A arte agonizante do ensino na sala de aula digital
Por Tim Parks
É possível perder uma pedra
fundamental de uma cultura sem identificá-la como tal? Este ano será meu último
lecionando na universidade; decidi jogar a toalha três anos antes da idade de
aposentadoria. Há um certo número de razões por trás dessa decisão, mas a
alteração das circunstâncias na sala de aula é certamente uma delas. Mesmo em
nível de pós-graduação, está se tornando cada vez mais difícil sentir que se
tem a atenção dos alunos ou que algo de realmente útil acontece durante as
aulas.
É claro, professores tem reportado
perda de controle na sala de aula por décadas. No início da década de 1970,
lembro-me de uma professora de colegial, trabalhando em uma área pobre de
Boston, me dizer que ela poderia simplesmente ligar o rádio o mais alto
possível e passar suas aulas ouvindo música. Amigos em Milão, hoje, lecionando
nas chamadas scuole professionali, relatam experiências similares: a
impossibilidade quase completa de se fazer ouvir, a necessidade de lançar mão
de táticas cada vez mais agressivas para atrair a mente dos pupilos, muitos dos
quais simplesmente não querem estar lá e não veem razão para tanto. O elevado
índice de desemprego entre jovens na Itália por tanto tempo dificilmente ajuda.
No entanto, tais problemas sempre
foram entendidos como específicos de certas situações sociais ou de condições
de privação econômica, e que sempre haveria “boas escolas”, onde “crianças
brilhantes” motivadas por “pais atenciosos” se comportavam respeitosa e
diligentemente e, assim, progrediam com eficiência. Parecia que se você tivesse
jovens “bem-criados” e “professores sérios”, a fórmula do ensino tradicional
funcionaria eternamente. Então veio o computador, a internet, e, crucialmente,
o celular.
Eu seu inovador estudo Naven
(1936),¹ o antropólogo Gregory Bateson sugeriu que o importante não é o que
aprendemos, mas a forma como aprendemos, e que isso era algo a ser
determinado pela cultura na qual crescemos. Ele estava vivendo com a tribo
Iatmul em Nova Guiné, observando como os homens da tribo buscavam conhecer, ou
possuir, números extraordinários de nomes ancestrais (tantos quanto vinte mil)
e os mitos a eles conectados. Clãs diferentes na tribo se desafiavam sobre tal
conhecimento em luta aberta, fazendo perguntas sobre detalhes específicos, mas sem
jamais revelar toda a história, uma vez que fazê-lo colocaria em risco sua
posse dos nomes ancestrais. Essas circunstâncias curiosas, observou Bateson,
obrigaram os homens Iatmul a desenvolver um tipo de aprendizado que era
“diretamente oposto ao método de memorização decorada” do tipo utilizado no Ocidente.
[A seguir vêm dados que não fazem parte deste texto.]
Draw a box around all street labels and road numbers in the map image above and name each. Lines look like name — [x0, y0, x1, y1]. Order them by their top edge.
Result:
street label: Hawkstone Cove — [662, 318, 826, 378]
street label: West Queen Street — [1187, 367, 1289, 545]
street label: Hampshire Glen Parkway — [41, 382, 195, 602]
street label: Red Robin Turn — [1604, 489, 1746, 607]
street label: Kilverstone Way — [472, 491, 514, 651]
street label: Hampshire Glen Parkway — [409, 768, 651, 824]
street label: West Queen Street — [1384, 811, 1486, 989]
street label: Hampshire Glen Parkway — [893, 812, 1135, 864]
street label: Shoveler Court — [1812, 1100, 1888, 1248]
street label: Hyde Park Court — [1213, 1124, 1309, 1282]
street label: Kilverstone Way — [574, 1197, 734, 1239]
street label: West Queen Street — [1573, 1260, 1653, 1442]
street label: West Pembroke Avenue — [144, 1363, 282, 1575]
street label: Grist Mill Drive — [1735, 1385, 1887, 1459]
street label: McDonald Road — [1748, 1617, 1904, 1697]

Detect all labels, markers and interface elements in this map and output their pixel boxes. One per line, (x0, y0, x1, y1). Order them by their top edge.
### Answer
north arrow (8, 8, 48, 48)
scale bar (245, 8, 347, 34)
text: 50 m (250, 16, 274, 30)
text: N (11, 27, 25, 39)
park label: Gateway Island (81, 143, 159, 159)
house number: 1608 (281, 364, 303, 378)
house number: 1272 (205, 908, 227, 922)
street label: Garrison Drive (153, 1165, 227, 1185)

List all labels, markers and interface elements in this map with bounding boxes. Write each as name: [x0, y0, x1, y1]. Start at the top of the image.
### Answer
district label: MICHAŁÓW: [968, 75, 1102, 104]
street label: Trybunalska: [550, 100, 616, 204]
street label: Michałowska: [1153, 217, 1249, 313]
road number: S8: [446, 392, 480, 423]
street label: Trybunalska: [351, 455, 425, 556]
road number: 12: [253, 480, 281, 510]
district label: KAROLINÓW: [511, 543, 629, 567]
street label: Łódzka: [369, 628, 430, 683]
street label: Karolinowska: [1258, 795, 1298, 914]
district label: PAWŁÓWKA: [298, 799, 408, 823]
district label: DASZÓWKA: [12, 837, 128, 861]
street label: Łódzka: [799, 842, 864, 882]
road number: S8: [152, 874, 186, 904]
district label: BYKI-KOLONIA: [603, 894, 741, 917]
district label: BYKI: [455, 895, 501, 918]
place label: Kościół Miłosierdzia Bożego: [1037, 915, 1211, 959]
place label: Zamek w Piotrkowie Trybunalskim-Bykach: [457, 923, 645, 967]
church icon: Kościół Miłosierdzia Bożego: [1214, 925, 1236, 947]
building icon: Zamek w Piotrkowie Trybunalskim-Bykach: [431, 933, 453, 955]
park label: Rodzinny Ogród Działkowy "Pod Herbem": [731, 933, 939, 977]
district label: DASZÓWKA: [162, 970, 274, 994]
Era um sistema extremamente sofisticado que influía sobre suas habilidades
cognitivas em geral e o modo como se apropriavam de novos conhecimentos em
outras esferas da vida. O fato de que culturas diferentes desenvolveram modos
de aprendizado diferentes, pensava Bateson, poderia explicar por que um grupo
étnico suporia que outro era menos inteligente; cada um possuía habilidades
cognitivas desenvolvidas de forma distinta.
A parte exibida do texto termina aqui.